The RO8 billion incentive package referenced above has been effected through a series of directives issued to all banks, exchanges and financing institutions operating in the Sultanate. The directives include a set of incentivizing and precautionary measures that aim to contain the effects of Covid-19 on the national economy.

The Central Bank of Oman also reduced its repo rate to 0.5 per cent and ordered banks to cut fees, adjust their capital and credit ratios and be flexible with repayments for up to six months, especially for small and medium-sized businesses.  It is hoped that these measures will ensure easier lending to sectors that may be affected by the Covid-19 pandemic including health care, travel and tourism. The Central Bank is also raising the lending rate by 5 per cent to 92.5 per cent and reducing the capital requirement for financial institutions to 1.25 per cent from 2.5 per cent.

 

Force majeure-related issues

The primary legal source in respect of force majeure is Article 172 of the Oman Civil Code, as promulgated by Sultani Decree 29/2013 (the “Civil Code”), which states:

“In contracts binding on both parties, if force majeure supervenes which makes the performance of the contract impossible, the corresponding obligation shall cease, and the contract shall be automatically terminated.”

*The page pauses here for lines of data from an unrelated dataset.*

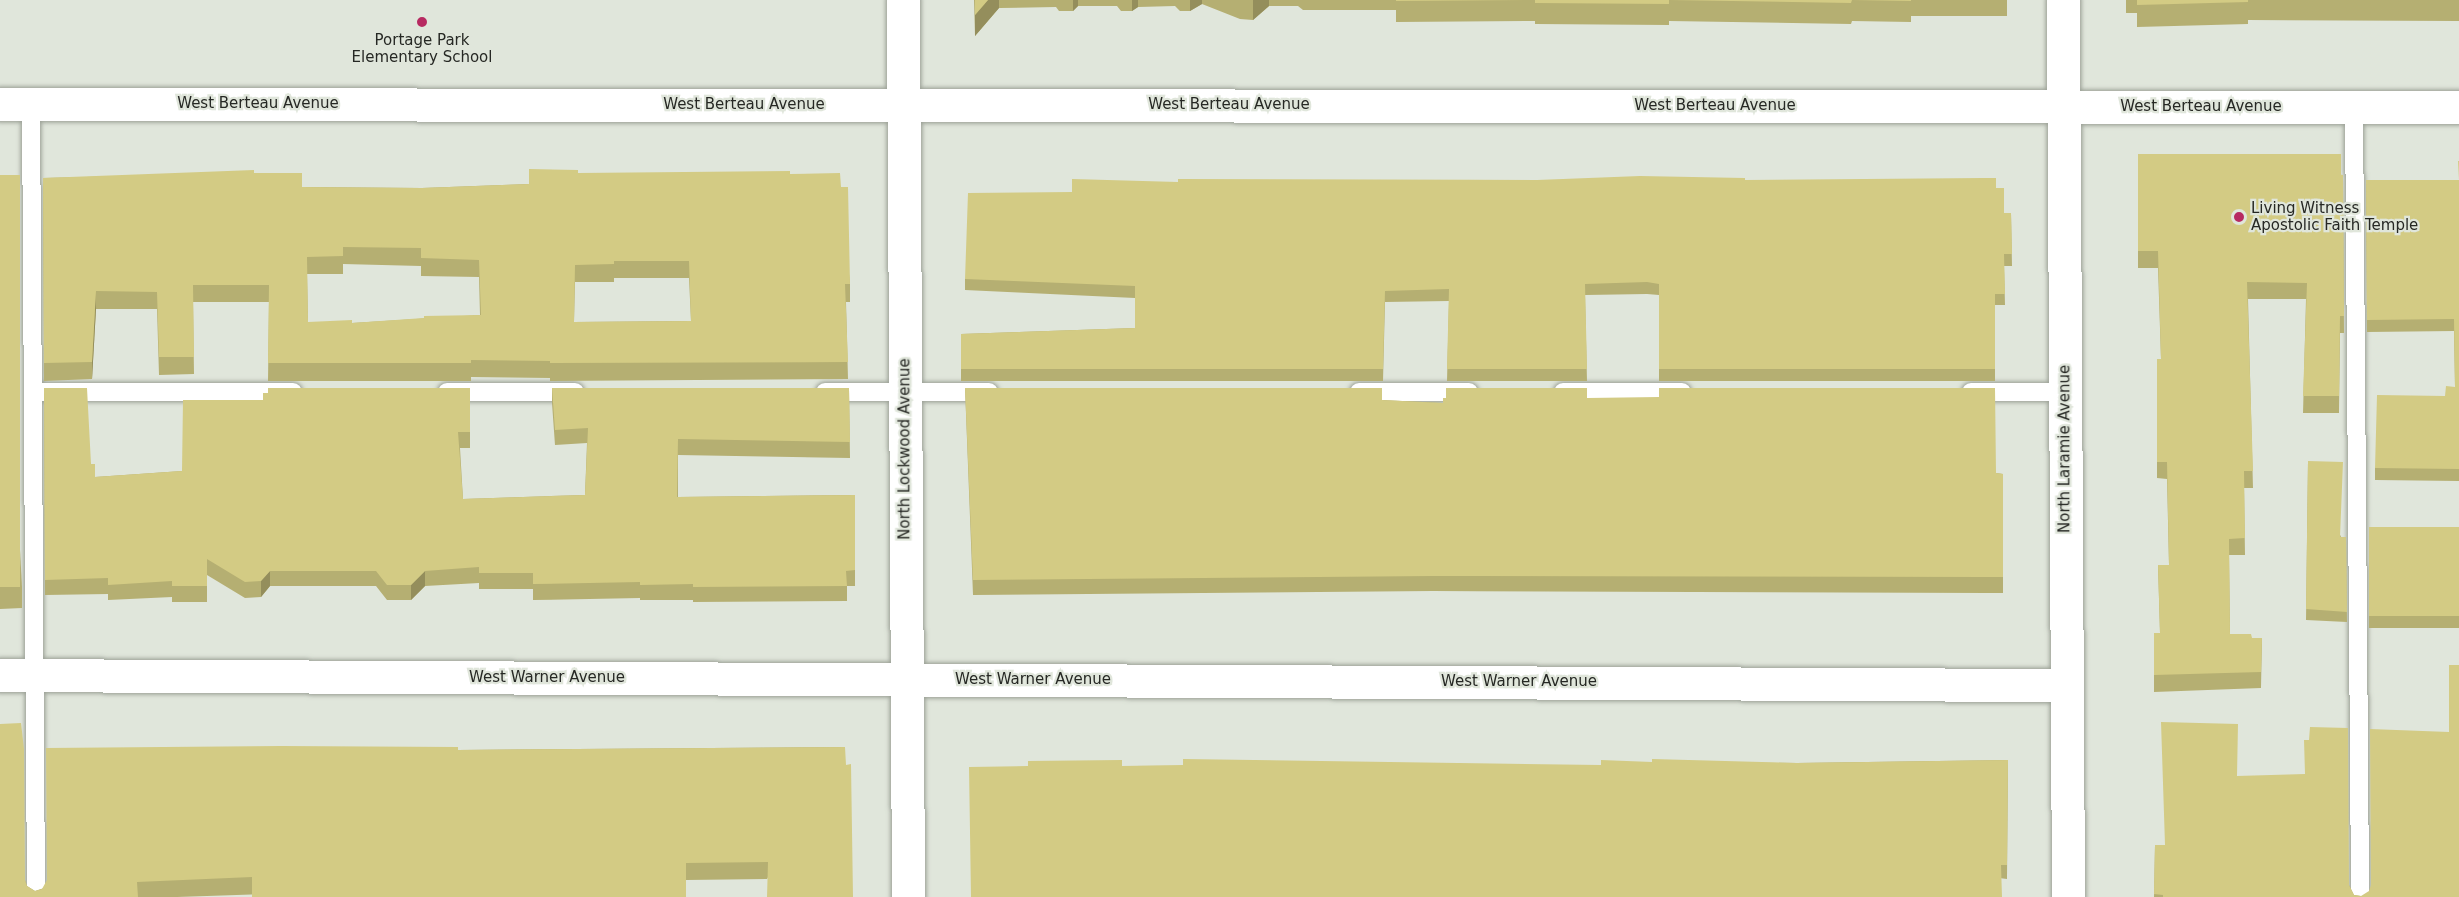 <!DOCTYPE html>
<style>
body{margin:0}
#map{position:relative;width:2459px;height:897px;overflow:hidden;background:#e0e6db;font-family:"DejaVu Sans",sans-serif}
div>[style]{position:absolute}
.roads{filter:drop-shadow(0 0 2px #9da298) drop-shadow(0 0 2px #9da298)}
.service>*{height:18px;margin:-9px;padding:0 9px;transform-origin:9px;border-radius:9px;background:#fff}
.minor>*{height:33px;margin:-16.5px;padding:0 16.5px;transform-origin:16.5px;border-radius:16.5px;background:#fff}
.tertiary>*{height:33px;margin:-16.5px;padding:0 16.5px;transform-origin:16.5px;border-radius:16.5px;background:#fff}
.wall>*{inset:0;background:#b5af72;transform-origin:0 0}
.shaded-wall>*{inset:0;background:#948e5c}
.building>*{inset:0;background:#d3cb84;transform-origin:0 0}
.dots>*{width:16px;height:16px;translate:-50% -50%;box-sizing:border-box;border:3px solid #e0e6db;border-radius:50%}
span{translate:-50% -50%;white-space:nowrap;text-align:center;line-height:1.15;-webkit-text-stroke:4.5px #e0e6db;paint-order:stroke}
.poi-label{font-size:15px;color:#262824}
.left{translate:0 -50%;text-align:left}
.street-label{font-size:15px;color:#262824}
</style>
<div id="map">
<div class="roads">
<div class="service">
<div style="left:31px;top:104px;width:793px;rotate:89.64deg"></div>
<div style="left:2354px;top:107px;width:790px;rotate:89.56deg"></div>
<div style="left:33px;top:392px;width:260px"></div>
<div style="left:447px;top:392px;width:128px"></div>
<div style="left:825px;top:392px;width:164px"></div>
<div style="left:1359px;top:392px;width:110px"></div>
<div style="left:1563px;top:392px;width:119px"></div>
<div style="left:1971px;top:392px;width:94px"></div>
</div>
<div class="minor">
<div style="left:903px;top:0;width:897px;rotate:89.68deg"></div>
<div style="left:0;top:104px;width:2459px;rotate:0.07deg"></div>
<div style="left:0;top:675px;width:2067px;rotate:0.28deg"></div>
</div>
<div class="tertiary">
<div style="left:2063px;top:0;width:897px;rotate:89.68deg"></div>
</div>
</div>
<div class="wall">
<div style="clip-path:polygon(974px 0,2007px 0,2007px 16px,1911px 16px,1911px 22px,1852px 21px,1851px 24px,1669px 21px,1669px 25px,1535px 24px,1535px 21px,1396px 22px,1396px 10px,1303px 10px,1298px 6px,1269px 6px,1253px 20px,1240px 19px,1202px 4px,1190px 11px,1180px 11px,1175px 6px,1138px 7px,1132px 11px,1121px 11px,1117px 6px,1078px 6px,1073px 11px,1059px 11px,1056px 7px,999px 8px,975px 36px)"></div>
<div style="clip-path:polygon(2126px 0,2459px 0,2459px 21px,2248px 20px,2248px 24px,2137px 27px,2137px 13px,2126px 13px)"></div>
<div style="clip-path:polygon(2138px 154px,2343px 175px,2344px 333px,2340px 333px,2339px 413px,2303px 413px,2306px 299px,2248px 299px,2253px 488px,2244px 488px,2245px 555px,2229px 555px,2230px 634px,2252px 638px,2262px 638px,2261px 688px,2154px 692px,2154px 633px,2160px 633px,2158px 565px,2169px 565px,2167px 479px,2157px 478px,2157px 359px,2161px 359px,2158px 268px,2138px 268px)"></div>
<div style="clip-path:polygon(2459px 161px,2459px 481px,2375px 480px,2375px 468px,2455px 387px,2454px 331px,2367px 332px,2366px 180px,2459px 180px)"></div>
<div style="clip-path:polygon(evenodd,254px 173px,302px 187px,422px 188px,529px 184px,578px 173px,790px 174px,841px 187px,850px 284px,850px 302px,846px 302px,848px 379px,550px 381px,550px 378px,471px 377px,471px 381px,268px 381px,269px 302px,193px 302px,194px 374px,159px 375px,157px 309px,96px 309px,92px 379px,44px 381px,43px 178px,254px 173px,343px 264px,421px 266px,421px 276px,479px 277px,480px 315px,352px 323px,308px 322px,307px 274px,343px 274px,343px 264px,254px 173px,614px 278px,689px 278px,691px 321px,574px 322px,575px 282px,614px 282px,614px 278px)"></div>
<div style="clip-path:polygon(0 176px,22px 587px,22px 608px,0 609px)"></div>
<div style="clip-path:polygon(1745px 180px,1996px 188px,2004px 213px,2011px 213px,2012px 266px,2004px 266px,2005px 305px,1995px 305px,1995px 381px,1659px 381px,1659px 295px,1647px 294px,1585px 295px,1587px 381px,1447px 381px,1449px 301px,1385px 302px,1383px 381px,961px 381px,961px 334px,1135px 328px,1135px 298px,965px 290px,965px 279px,1072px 192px,1178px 182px)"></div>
<div style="clip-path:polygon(44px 388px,91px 464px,95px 477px,182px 471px,263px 400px,470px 388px,470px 448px,460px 448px,463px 499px,585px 495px,587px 443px,555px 445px,552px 403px,552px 388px,849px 388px,850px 458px,678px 455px,678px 497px,855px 495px,855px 586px,847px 586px,847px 601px,693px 602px,693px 600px,640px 600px,640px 598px,533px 600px,533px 589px,479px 589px,479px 583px,425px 586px,411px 600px,387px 600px,376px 586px,270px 586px,261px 597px,245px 598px,207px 575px,207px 602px,172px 602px,172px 597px,108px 600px,108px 594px,45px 595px)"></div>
<div style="clip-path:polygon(965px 388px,1382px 400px,1443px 403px,1587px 398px,1996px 473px,2003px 474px,2003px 593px,1433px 591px,973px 595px)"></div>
<div style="clip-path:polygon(2308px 461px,2341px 537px,2346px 537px,2347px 622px,2306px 620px)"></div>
<div style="left:2459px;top:527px;width:101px;height:90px;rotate:90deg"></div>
<div style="clip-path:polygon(845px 747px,767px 879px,686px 880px,177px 897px,0 897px,25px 880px,27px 886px,35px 891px,458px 750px)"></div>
<div style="clip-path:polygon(2008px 760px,2007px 879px,1122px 766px,1601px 765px,1652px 762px,1797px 763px)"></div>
<div style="clip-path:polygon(2237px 776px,2349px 885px,2354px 895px,2361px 896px,2459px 897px,2154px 897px,2155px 845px,2165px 845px)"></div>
</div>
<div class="shaded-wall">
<div style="clip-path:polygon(988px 0,999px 0,999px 8px,975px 36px,975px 15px)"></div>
<div style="clip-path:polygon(1073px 0,1078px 0,1078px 6px,1073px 11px)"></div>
<div style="clip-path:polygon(1132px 0,1138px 0,1138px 7px,1132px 11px)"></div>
<div style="clip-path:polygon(1190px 0,1202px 0,1202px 4px,1190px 11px)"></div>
<div style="clip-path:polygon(1253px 0,1269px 0,1269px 6px,1253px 20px)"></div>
<div style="clip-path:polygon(96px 291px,96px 309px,92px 379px,92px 362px)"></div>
<div style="clip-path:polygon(270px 571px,270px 586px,261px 597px,261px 581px)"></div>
<div style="clip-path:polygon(425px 571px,425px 586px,411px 600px,411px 585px)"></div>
</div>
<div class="building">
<div style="clip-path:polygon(975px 0,988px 0,975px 15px)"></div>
<div style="clip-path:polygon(1396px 0,1911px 0,1911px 1px,1852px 0,1851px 3px,1669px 0,1669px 4px,1535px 3px,1535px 0,1396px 1px)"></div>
<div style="clip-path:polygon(2137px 0,2248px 0,2248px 2px,2137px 5px)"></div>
<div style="clip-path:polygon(2138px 154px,2341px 154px,2341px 175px,2343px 175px,2344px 316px,2340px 316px,2339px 396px,2303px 396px,2307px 283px,2247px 282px,2253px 471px,2244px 471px,2245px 538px,2229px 539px,2230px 634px,2251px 634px,2252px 638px,2262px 638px,2261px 672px,2154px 675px,2154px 633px,2160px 633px,2158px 565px,2169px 565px,2167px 462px,2157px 462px,2157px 359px,2161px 359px,2158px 251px,2138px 251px)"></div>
<div style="clip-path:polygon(2458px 161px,2459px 161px,2459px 469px,2375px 468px,2377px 395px,2445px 396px,2446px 386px,2455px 387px,2454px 319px,2367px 320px,2366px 180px,2459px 180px)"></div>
<div style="clip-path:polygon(evenodd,529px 169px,578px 170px,578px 173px,790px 171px,790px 174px,840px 173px,841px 187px,848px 187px,850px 284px,845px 284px,848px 362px,550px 363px,550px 361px,471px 360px,471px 363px,268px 363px,269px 285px,193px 285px,194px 357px,159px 357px,157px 292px,96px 291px,92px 362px,44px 363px,43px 178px,254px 170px,254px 173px,302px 173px,302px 187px,422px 188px,529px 184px,529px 169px,343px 247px,421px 248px,421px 258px,479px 260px,481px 315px,424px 316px,424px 318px,352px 323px,352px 320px,308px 322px,307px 257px,343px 256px,343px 247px,529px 169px,614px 261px,689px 261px,691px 321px,574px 322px,575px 265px,614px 264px,614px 261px)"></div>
<div style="left:20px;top:175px;width:412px;height:20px;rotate:90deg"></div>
<div style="clip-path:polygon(1640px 176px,1745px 178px,1745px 180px,1996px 178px,1996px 188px,2004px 188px,2004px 213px,2011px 213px,2012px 254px,2004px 254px,2005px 294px,1995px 294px,1995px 369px,1659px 369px,1659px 284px,1647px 282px,1585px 284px,1587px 369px,1447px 369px,1449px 289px,1385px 291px,1383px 369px,961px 369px,961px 334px,1135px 328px,1135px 286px,965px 279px,968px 193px,1072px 192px,1072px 179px,1178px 182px,1178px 179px,1537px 180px)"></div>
<div style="clip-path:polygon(44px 388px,87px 388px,91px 464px,95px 464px,95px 477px,182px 471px,183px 400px,263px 400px,263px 393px,268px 393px,268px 388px,470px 388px,470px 432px,458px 432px,463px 499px,585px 495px,588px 428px,555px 430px,552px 388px,849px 388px,850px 442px,678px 439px,677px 497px,855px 495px,855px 570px,846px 571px,847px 586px,693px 587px,693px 584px,640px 585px,640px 582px,533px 584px,533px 573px,479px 573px,479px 567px,425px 571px,411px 585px,387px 585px,376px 571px,270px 571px,261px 581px,245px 582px,207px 559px,207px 586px,172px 586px,172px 581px,108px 585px,108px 578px,45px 580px)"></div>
<div style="clip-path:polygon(965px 388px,1382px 388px,1382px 400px,1443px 403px,1443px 398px,1446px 398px,1446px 388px,1587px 388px,1587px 398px,1659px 397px,1659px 388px,1995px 388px,1996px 473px,2003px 474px,2003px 577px,1433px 576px,973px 580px)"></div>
<div style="clip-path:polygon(2308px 461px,2343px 462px,2340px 537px,2346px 537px,2347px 612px,2306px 609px)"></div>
<div style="left:2459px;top:527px;width:89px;height:90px;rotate:90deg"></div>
<div style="clip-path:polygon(2449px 665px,2459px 665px,2459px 897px,2163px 897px,2163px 895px,2154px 894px,2155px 845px,2165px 845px,2161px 722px,2238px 724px,2237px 776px,2305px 774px,2304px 740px,2309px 740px,2310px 727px,2348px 728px,2349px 885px,2354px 895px,2361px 896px,2369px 891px,2371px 885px,2370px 729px,2449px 732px)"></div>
<div style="clip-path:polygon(21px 723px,24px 749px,25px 880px,27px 886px,35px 891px,42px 889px,47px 880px,46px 748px,281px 746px,458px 747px,458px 750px,845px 747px,846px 765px,851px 764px,853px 897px,767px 897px,768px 862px,686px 863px,686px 897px,252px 897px,252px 877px,137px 882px,138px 897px,0 897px,0 724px)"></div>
<div style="clip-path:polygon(1183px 759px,1601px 765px,1601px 760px,1652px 762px,1652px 759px,1797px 763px,2008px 760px,2007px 865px,2001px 865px,2002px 897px,971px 897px,969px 767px,1028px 766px,1028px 761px,1122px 760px,1122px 766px,1183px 765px)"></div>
</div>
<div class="dots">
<div style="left:422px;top:22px;background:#b72a61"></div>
<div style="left:2239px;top:217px;background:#b72a61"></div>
</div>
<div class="poi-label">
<span style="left:422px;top:49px">Portage Park<br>Elementary School</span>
<span class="left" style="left:2251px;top:217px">Living Witness<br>Apostolic Faith Temple</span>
</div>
<div class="street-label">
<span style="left:258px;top:104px">West Berteau Avenue</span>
<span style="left:744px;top:105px">West Berteau Avenue</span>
<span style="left:1229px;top:105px">West Berteau Avenue</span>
<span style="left:1715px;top:106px">West Berteau Avenue</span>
<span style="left:2201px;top:107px">West Berteau Avenue</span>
<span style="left:905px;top:449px;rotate:-90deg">North Lockwood Avenue</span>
<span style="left:2065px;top:449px;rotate:-90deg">North Laramie Avenue</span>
<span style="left:547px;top:678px">West Warner Avenue</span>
<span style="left:1033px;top:680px">West Warner Avenue</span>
<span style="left:1519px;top:682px">West Warner Avenue</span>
</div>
</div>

The use of “impossible” requires a high threshold to be established by the party asserting a force majeure event – the mere fact a contractual obligation has become more onerous due to an unforeseen event will not provide a basis to invoke Article 172.

As with other Gulf Cooperation Council jurisdiction, the Civil Code does not define what constitutes force majeure, and the Omani courts were previously reluctant to allow termination of a contract based on non-economic factors. However, the courts have recognized that natural disasters may constitute circumstances that result in frustration in the execution of a contract and, ultimately, force majeure will be as addressed and agreed in the express provisions of a contract.

Ultimately, parties are advised to obtain legal advice to ascertain what relief avenues are available under contract and the Civil Code; not assume force majeure clauses will give rise to automatic relief; and maintain detailed financial and works records to justify the financial consequences of any force majeure events (including but not limited to Covid-19).